Try it:
Quote each record exactly, please, leaving none out.

Record set:
%%
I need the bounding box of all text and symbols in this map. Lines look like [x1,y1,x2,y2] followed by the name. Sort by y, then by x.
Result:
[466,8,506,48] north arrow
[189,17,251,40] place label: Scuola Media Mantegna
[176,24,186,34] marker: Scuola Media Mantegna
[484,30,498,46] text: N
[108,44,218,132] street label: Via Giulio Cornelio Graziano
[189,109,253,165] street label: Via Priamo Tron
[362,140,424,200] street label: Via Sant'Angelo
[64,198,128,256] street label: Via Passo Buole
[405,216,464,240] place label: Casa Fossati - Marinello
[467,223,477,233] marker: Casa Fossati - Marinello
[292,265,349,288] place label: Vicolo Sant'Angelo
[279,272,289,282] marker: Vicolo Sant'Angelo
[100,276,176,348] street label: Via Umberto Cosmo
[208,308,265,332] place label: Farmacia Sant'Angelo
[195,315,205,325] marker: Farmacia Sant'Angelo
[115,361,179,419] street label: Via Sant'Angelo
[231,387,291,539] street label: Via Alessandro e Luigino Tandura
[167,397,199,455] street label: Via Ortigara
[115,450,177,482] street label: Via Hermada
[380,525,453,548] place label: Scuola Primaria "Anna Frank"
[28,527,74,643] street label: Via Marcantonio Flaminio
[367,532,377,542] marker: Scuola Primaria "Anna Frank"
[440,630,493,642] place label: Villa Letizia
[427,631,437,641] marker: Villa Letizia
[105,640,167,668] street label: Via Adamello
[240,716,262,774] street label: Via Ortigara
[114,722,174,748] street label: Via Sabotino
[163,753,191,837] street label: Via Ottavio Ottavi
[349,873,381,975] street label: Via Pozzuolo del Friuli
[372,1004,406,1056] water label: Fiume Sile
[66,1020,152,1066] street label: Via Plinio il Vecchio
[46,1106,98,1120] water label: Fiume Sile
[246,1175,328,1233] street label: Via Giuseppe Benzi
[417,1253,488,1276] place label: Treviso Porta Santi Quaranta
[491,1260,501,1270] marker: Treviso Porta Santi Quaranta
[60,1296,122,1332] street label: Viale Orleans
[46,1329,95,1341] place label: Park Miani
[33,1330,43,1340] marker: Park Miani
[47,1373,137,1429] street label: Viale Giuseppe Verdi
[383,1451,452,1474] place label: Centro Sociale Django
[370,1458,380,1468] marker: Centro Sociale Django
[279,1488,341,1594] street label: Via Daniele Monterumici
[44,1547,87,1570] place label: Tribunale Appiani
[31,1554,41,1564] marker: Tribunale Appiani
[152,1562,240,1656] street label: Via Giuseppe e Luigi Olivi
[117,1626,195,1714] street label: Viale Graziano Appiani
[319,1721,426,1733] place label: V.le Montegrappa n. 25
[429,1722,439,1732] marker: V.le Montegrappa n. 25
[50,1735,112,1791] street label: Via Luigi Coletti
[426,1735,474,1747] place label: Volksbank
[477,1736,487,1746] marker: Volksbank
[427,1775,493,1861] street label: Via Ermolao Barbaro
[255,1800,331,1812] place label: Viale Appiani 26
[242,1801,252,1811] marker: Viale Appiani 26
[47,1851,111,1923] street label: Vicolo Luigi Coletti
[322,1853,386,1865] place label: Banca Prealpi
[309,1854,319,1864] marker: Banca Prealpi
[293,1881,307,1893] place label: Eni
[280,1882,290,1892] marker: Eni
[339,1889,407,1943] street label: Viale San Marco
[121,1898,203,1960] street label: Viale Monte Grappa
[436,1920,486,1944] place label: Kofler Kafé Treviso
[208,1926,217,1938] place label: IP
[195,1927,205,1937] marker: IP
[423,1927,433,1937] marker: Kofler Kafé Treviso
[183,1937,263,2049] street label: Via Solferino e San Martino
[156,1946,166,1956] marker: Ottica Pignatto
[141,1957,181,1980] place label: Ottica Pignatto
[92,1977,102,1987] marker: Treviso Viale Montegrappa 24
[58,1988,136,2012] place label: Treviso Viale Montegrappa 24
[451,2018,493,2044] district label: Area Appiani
%%
Answer section:
I need the bounding box of all text and symbols in this map. Lines look like [x1,y1,x2,y2] followed by the name. Sort by y, then by x.
Result:
[466,8,506,48] north arrow
[189,17,251,40] place label: Scuola Media Mantegna
[176,24,186,34] marker: Scuola Media Mantegna
[484,30,498,46] text: N
[108,44,218,132] street label: Via Giulio Cornelio Graziano
[189,109,253,165] street label: Via Priamo Tron
[362,140,424,200] street label: Via Sant'Angelo
[64,198,128,256] street label: Via Passo Buole
[405,216,464,240] place label: Casa Fossati - Marinello
[467,223,477,233] marker: Casa Fossati - Marinello
[292,265,349,288] place label: Vicolo Sant'Angelo
[279,272,289,282] marker: Vicolo Sant'Angelo
[100,276,176,348] street label: Via Umberto Cosmo
[208,308,265,332] place label: Farmacia Sant'Angelo
[195,315,205,325] marker: Farmacia Sant'Angelo
[115,361,179,419] street label: Via Sant'Angelo
[231,387,291,539] street label: Via Alessandro e Luigino Tandura
[167,397,199,455] street label: Via Ortigara
[115,450,177,482] street label: Via Hermada
[380,525,453,548] place label: Scuola Primaria "Anna Frank"
[28,527,74,643] street label: Via Marcantonio Flaminio
[367,532,377,542] marker: Scuola Primaria "Anna Frank"
[440,630,493,642] place label: Villa Letizia
[427,631,437,641] marker: Villa Letizia
[105,640,167,668] street label: Via Adamello
[240,716,262,774] street label: Via Ortigara
[114,722,174,748] street label: Via Sabotino
[163,753,191,837] street label: Via Ottavio Ottavi
[349,873,381,975] street label: Via Pozzuolo del Friuli
[372,1004,406,1056] water label: Fiume Sile
[66,1020,152,1066] street label: Via Plinio il Vecchio
[46,1106,98,1120] water label: Fiume Sile
[246,1175,328,1233] street label: Via Giuseppe Benzi
[417,1253,488,1276] place label: Treviso Porta Santi Quaranta
[491,1260,501,1270] marker: Treviso Porta Santi Quaranta
[60,1296,122,1332] street label: Viale Orleans
[46,1329,95,1341] place label: Park Miani
[33,1330,43,1340] marker: Park Miani
[47,1373,137,1429] street label: Viale Giuseppe Verdi
[383,1451,452,1474] place label: Centro Sociale Django
[370,1458,380,1468] marker: Centro Sociale Django
[279,1488,341,1594] street label: Via Daniele Monterumici
[44,1547,87,1570] place label: Tribunale Appiani
[31,1554,41,1564] marker: Tribunale Appiani
[152,1562,240,1656] street label: Via Giuseppe e Luigi Olivi
[117,1626,195,1714] street label: Viale Graziano Appiani
[319,1721,426,1733] place label: V.le Montegrappa n. 25
[429,1722,439,1732] marker: V.le Montegrappa n. 25
[50,1735,112,1791] street label: Via Luigi Coletti
[426,1735,474,1747] place label: Volksbank
[477,1736,487,1746] marker: Volksbank
[427,1775,493,1861] street label: Via Ermolao Barbaro
[255,1800,331,1812] place label: Viale Appiani 26
[242,1801,252,1811] marker: Viale Appiani 26
[47,1851,111,1923] street label: Vicolo Luigi Coletti
[322,1853,386,1865] place label: Banca Prealpi
[309,1854,319,1864] marker: Banca Prealpi
[293,1881,307,1893] place label: Eni
[280,1882,290,1892] marker: Eni
[339,1889,407,1943] street label: Viale San Marco
[121,1898,203,1960] street label: Viale Monte Grappa
[436,1920,486,1944] place label: Kofler Kafé Treviso
[208,1926,217,1938] place label: IP
[195,1927,205,1937] marker: IP
[423,1927,433,1937] marker: Kofler Kafé Treviso
[183,1937,263,2049] street label: Via Solferino e San Martino
[156,1946,166,1956] marker: Ottica Pignatto
[141,1957,181,1980] place label: Ottica Pignatto
[92,1977,102,1987] marker: Treviso Viale Montegrappa 24
[58,1988,136,2012] place label: Treviso Viale Montegrappa 24
[451,2018,493,2044] district label: Area Appiani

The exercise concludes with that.